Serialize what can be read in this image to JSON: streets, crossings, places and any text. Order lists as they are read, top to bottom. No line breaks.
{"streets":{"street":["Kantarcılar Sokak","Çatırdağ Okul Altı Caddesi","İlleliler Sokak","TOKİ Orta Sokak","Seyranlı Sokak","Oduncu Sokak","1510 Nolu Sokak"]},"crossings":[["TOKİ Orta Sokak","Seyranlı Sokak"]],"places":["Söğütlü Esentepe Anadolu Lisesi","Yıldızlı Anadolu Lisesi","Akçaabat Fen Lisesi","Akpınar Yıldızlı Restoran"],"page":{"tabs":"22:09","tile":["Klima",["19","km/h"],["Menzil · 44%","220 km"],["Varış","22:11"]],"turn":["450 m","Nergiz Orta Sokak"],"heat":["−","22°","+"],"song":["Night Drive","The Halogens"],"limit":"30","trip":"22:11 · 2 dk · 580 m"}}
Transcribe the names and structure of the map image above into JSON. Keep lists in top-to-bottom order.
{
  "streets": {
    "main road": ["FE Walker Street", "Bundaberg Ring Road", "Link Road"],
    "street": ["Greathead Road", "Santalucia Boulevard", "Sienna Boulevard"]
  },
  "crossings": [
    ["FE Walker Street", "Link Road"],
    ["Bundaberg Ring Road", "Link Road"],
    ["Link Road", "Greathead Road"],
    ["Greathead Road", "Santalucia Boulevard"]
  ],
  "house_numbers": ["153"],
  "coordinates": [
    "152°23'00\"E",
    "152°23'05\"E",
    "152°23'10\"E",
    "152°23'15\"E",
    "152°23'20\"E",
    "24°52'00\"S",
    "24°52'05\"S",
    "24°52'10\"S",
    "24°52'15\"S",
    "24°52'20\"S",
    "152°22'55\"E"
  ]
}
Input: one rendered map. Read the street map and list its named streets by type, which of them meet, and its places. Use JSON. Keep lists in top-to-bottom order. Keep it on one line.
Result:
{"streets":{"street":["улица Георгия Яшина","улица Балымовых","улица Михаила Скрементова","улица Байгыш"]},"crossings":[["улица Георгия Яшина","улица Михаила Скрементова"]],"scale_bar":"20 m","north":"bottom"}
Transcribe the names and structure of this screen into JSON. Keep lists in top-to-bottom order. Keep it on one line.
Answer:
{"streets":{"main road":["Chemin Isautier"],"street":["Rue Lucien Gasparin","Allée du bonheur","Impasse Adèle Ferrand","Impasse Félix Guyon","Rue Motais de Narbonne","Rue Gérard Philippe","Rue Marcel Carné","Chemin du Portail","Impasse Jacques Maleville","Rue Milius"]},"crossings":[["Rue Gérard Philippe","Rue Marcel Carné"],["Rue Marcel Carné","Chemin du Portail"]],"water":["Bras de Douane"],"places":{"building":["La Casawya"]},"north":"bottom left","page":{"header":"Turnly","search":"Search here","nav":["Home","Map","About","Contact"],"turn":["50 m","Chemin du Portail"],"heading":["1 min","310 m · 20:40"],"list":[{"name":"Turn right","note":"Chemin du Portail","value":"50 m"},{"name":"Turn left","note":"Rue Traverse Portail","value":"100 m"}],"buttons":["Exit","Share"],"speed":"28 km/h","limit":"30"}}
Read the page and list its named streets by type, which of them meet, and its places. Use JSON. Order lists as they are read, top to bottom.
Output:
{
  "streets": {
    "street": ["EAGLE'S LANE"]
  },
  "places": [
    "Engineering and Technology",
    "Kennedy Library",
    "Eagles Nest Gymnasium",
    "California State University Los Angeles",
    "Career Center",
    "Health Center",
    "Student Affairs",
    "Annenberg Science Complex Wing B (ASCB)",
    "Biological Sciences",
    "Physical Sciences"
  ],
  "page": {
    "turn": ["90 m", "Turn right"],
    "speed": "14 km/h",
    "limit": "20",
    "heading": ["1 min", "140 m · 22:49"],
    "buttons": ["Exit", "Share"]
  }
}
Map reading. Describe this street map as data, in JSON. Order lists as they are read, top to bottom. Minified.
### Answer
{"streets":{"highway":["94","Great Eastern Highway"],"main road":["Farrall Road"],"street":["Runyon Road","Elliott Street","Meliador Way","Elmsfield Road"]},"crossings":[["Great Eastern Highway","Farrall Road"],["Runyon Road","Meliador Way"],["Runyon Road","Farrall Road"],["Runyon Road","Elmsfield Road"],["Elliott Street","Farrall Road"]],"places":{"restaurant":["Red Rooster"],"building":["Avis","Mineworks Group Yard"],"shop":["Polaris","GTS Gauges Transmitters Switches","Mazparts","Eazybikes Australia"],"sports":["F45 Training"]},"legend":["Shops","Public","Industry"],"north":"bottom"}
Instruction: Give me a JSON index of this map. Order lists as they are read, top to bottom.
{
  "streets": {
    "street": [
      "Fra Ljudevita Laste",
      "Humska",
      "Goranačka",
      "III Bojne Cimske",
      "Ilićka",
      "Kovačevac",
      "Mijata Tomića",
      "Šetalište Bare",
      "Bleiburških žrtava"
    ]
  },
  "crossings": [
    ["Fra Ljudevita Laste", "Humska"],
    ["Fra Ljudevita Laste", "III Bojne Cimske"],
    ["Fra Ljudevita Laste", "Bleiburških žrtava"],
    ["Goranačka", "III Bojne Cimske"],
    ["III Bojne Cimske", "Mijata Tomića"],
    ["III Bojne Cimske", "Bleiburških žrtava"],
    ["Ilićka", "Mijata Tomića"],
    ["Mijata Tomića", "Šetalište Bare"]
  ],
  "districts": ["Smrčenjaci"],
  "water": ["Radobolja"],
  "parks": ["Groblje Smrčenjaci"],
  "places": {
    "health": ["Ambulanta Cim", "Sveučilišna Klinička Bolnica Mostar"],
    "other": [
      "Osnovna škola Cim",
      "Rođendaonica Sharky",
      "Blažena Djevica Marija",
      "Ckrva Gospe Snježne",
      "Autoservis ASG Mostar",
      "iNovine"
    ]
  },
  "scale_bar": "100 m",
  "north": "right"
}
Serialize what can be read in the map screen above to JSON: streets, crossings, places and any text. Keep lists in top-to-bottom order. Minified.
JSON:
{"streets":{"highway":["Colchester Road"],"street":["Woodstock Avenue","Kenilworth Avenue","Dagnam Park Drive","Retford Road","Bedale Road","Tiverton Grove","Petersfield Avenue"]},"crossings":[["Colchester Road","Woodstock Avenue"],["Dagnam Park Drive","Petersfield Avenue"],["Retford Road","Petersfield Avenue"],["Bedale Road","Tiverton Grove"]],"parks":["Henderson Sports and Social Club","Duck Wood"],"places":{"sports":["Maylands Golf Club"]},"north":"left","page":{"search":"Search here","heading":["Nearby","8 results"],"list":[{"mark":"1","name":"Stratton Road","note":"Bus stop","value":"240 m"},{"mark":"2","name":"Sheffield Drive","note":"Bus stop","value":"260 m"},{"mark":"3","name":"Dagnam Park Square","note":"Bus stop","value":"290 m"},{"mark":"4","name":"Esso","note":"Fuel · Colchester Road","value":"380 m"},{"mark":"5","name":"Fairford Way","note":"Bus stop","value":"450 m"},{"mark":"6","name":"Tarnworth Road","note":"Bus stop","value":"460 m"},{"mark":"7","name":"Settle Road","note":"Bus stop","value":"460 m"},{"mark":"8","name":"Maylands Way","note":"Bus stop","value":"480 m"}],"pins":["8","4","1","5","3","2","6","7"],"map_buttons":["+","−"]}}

# # # # #

Going through the data above, count the lines where the string "type" appears, and answer with only that number.

2